Stored data entries
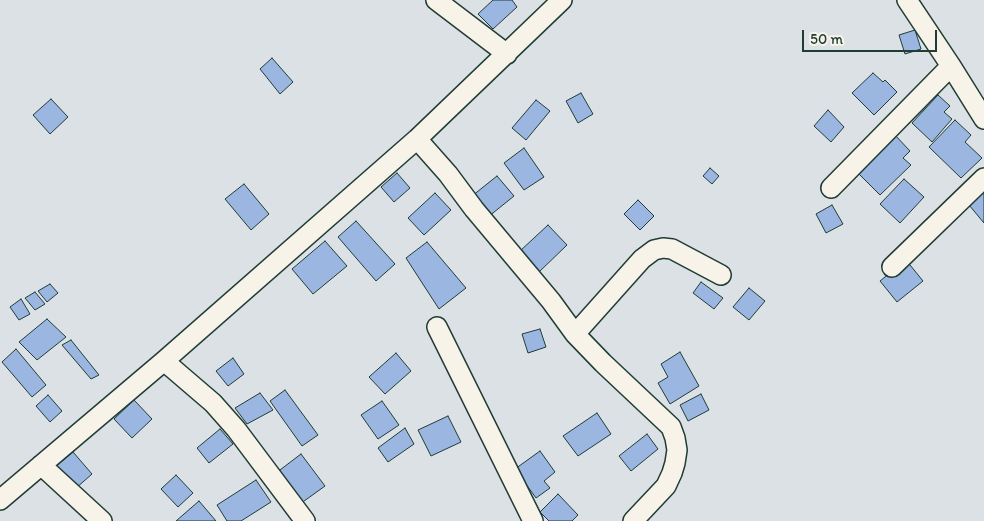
<!DOCTYPE html>
<html>
<head>
<meta charset="utf-8">
<style>
  body { margin:0 }
  #map { position:relative; width:984px; height:521px; overflow:hidden; background:#dce1e6; font-family:Itim,sans-serif }
  canvas { display:block }
  .scale { position:absolute; left:802px; top:30px; width:135px; height:22px; box-sizing:border-box; border:2px solid #1f3d34; border-top:0; padding-left:6px; font-size:15px; line-height:18px; white-space:nowrap; color:#1f3d34; -webkit-text-stroke:4px #f7f3e8; paint-order:stroke }
</style>
</head>
<body>
<div id="map">
<canvas width="984" height="521"></canvas>
<div class="scale">50 m</div>
</div>
<script>
const context = document.querySelector('canvas').getContext('2d');
context.lineJoin = 'round';
function paint(path, color) {
  context.fillStyle = color;
  context.fill(path, 'evenodd');
}
function toPath(rows) {
  const path = new Path2D();
  for (const r of rows) {
    path.moveTo(r[0], r[1]);
    for (let i = 2; i < r.length; i += 2) path.lineTo(r[i], r[i + 1]);
  }
  return path;
}
function stroke(path, color, width, dash) {
  context.strokeStyle = color;
  context.lineWidth = width;
  context.lineCap = dash ? 'butt' : 'round';
  context.setLineDash(dash || []);
  context.stroke(path);
}
const building = toPath([
  [493,0,512,0,517,7,493,29,478,14,493,0],
  [915,30,921,49,905,54,899,35,915,30],
  [272,58,293,82,280,94,260,69,272,58],
  [873,73,883,82,885,80,897,92,874,115,852,93,873,73],
  [581,93,593,114,578,123,566,101,581,93],
  [938,95,950,106,944,112,952,119,932,142,912,123,938,95],
  [51,99,68,117,50,134,33,115,51,99],
  [536,100,550,111,526,140,512,128,536,100],
  [828,110,844,127,831,142,814,126,828,110],
  [955,120,971,135,965,142,982,158,961,178,929,147,955,120],
  [894,134,910,151,903,158,911,165,880,195,856,171,894,134],
  [524,148,544,177,524,190,504,163,524,148],
  [710,168,719,176,712,184,703,176,710,168],
  [397,173,410,188,394,202,381,187,397,173],
  [497,176,514,196,488,217,472,196,497,176],
  [904,179,924,197,900,223,880,204,904,179],
  [244,184,269,214,251,230,225,199,244,184],
  [984,192,984,223,969,205,984,192],
  [435,193,451,210,424,235,408,218,435,193],
  [638,200,654,216,640,230,624,214,638,200],
  [832,205,843,224,826,233,816,214,832,205],
  [356,221,395,264,376,281,338,237,356,221],
  [548,225,567,245,539,272,520,251,548,225],
  [325,241,347,266,313,294,292,269,325,241],
  [427,242,466,288,439,309,406,258,427,242],
  [906,260,923,281,897,302,880,281,906,260],
  [701,282,723,298,714,309,693,293,701,282],
  [50,284,58,293,47,302,38,291,50,284],
  [749,288,765,301,749,320,733,307,749,288],
  [35,292,45,304,35,310,25,298,35,292],
  [21,299,30,314,19,320,10,307,21,299],
  [47,319,66,337,37,360,19,342,47,319],
  [540,329,546,347,528,353,522,334,540,329],
  [71,340,99,375,91,379,62,345,71,340],
  [16,349,46,385,32,397,2,362,16,349],
  [680,352,699,386,670,404,658,383,668,377,661,364,680,352],
  [396,353,411,371,385,394,369,377,396,353],
  [233,358,244,374,228,386,216,371,233,358],
  [285,390,318,435,302,446,270,401,285,390],
  [260,393,273,410,247,424,235,408,260,393],
  [701,394,709,410,688,421,680,405,701,394],
  [48,395,62,411,50,422,36,406,48,395],
  [134,400,152,419,132,438,114,419,134,400],
  [382,401,399,425,378,439,361,415,382,401],
  [597,413,611,434,578,456,563,436,597,413],
  [448,416,461,442,431,456,418,430,448,416],
  [405,428,414,444,388,462,378,448,405,428],
  [220,429,233,444,209,463,197,448,220,429],
  [647,434,658,449,631,471,619,456,647,434],
  [540,451,555,472,544,481,550,488,536,498,515,469,540,451],
  [73,452,92,474,75,489,55,467,73,452],
  [301,454,325,486,300,504,276,473,301,454],
  [176,475,193,493,178,507,161,489,176,475],
  [256,480,271,502,241,521,227,521,217,505,256,480],
  [558,494,578,515,572,521,549,521,540,512,558,494],
  [199,501,216,521,176,521,199,501]
]);
const street = toPath([
  [436,0,507,54],
  [907,0,951,66,984,119],
  [417,139,448,174,474,209,551,301,575,334,603,363,671,427,675,438,677,450,675,463,672,473,666,486,633,521],
  [831,188,951,66],
  [892,267,984,178],
  [437,327,533,521],
  [575,334,642,259,654,250,663,248,672,249,721,275],
  [164,361,213,403,236,429,305,521],
  [41,465,102,521],
  [0,500,164,361,417,139,562,0]
]);
paint(building, '#9cb6e2');
stroke(building, '#1f3d34', 1);
stroke(street, '#1f3d34', 22);
stroke(street, '#f7f3e8', 19);
</script>
</body>
</html>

Task item =
Taking the records as a whole, report how many of their lines include the word "paint". Nothing but the number is wanted.

Result =
3